Every Christmas-New Years season, they send out holiday cards of their own design to family, friends, and professional colleagues. This year was no exception, but the card was sent via email, not snail mail, and for the first time its text centered on the political and medical upheavals and disasters in this country, not just during the past year, but during the past four years.
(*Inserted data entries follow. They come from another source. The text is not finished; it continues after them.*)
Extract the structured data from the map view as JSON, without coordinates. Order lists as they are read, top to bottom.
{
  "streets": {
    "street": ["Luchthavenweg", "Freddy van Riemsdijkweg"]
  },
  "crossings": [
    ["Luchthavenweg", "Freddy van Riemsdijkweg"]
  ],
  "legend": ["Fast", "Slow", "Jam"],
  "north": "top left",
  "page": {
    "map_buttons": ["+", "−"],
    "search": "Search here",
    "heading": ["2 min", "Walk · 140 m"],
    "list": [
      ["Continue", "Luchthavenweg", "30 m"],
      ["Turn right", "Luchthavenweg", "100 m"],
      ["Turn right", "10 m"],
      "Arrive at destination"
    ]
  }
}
The letter summarized the situation so well that, with their permission, I reproduce it below as the latest entry in my blu sunne blog. The illustration that accompanies the written content of the letter was drawn by the Flints, based on an old photo they consulted showing a train wreck that occurred somewhere in America’s Midwest during the 1930s.

 

Light and Breath

The Trump train may finally have run off the rails, but its wreckage still blocks light and air. Many thousands of casualties, and many more thousands bereaved. There can be no forgiving the willful disregard of past lessons or the giddy cheering-on of the lunatic engineer and his reckless crew. The carnage strewn in their wake will not be forgotten or pardoned. Shame on them all. Shunning is the least we can do. Voting enablers out of office and keeping them out permanently, an imperative.
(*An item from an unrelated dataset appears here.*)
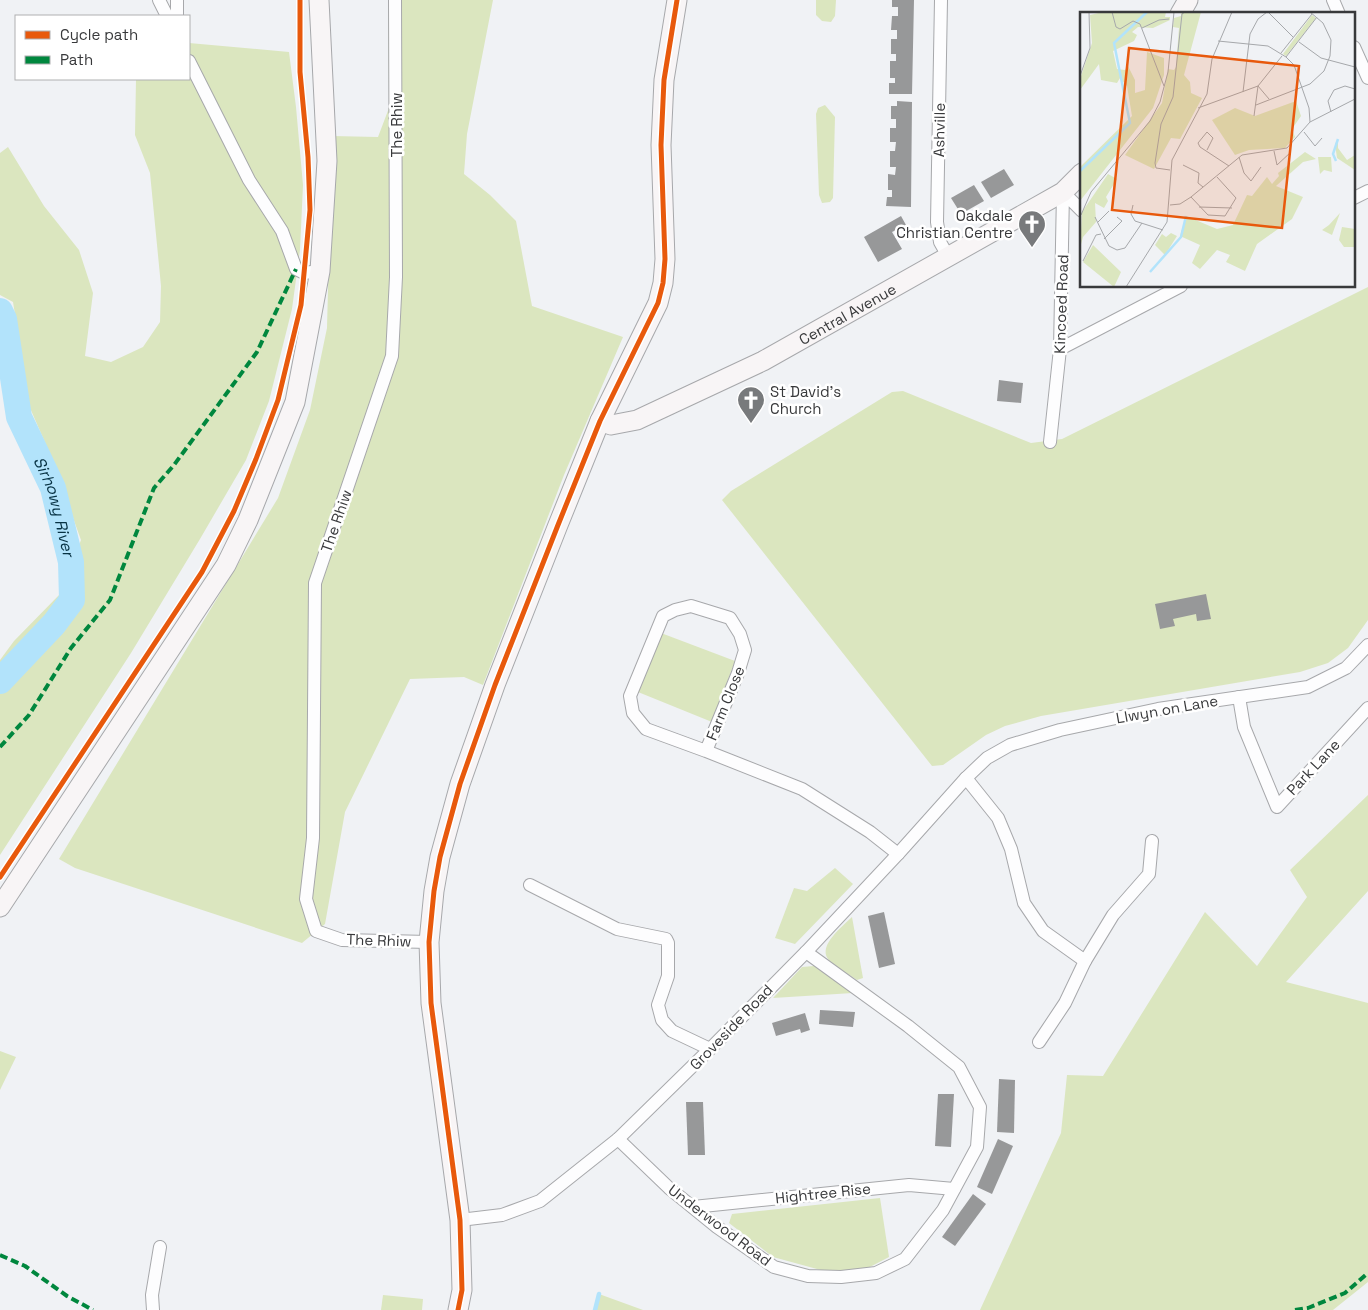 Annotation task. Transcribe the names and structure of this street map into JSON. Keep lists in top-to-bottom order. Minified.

Remember the kids in cages; the lost kids; the lost parents. Remember the Muslim ban. Remember George Floyd and the countless others before him and since. Remember the outright refusal to lower the death toll from Covid-19. Remember the casual disregard of plentiful data and overwhelming scientific opinion regarding climate change. Remember the hate-filled insults and disrespect toward all sorts of people. Remember the poisonous racism, sexism, and homohatred. Remember the disparagement of science and expertise. Remember the elevation of fantasy over fact. Remember the contempt for longtime foreign friends, colleagues, and allies. Remember the obscene embrace of despots and tyrants. Remember the habitual lying and infantile name-calling. Remember the depravity of routine grifting. Remember the sleezy and wholly undeserved self-promotion. Remember the solicitation of fake dirt from a foreign president. Remember wholesale circumvention of rules and laws governing hiring of subordinates. Remember a mobster president who tried over and over to disenfranchise whole segments of the population. Remember the shameless toadyism by members of cabinet and Congress. Remember the daily lying and obfuscation by officials charged with keeping the public informed. Remember a president, with profound indifference to governing, AWOL for weeks after the election. Remember all these things and more when incumbents next time try to hide their boosting of these disgraceful, pernicious actions or their determined silence about them.
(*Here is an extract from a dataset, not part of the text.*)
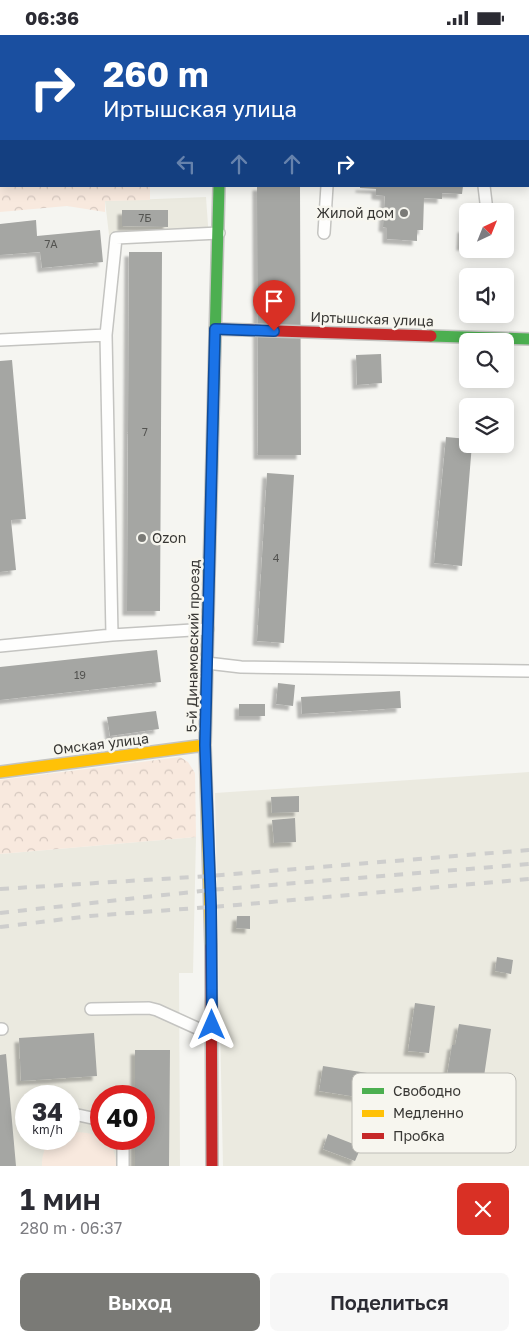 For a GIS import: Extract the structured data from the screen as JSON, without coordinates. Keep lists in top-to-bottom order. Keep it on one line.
{"streets":{"street":["Иртышская улица","5-й Динамовский проезд","Омская улица"]},"crossings":[["Иртышская улица","5-й Динамовский проезд"],["5-й Динамовский проезд","Омская улица"]],"places":["Жилой дом","Ozon"],"house_numbers":["7Б","7А","7","4","19"],"legend":["Свободно","Медленно","Пробка"],"north":"top right","page":{"status":"06:36","turn":["260 m","Иртышская улица"],"speed":"34 km/h","limit":"40","heading":["1 мин","280 m · 06:37"],"buttons":["Выход","Поделиться"]}}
We cannot simply close and board up the door on 2020. The past is not only prolog to the future, it is the still roiling stream underlying the present and threatening to burst out again in the near future.

There will be pleasures and delights in 2021 and beyond; there will be amelioration of ills and righting of wrongs. But only remembrance and vigilance can sustain those gains. To that end, we’ll be watching Harriet, Denial, and The Best of Youth again, along with other signpost movies. Our best wishes and affection for the new year and always.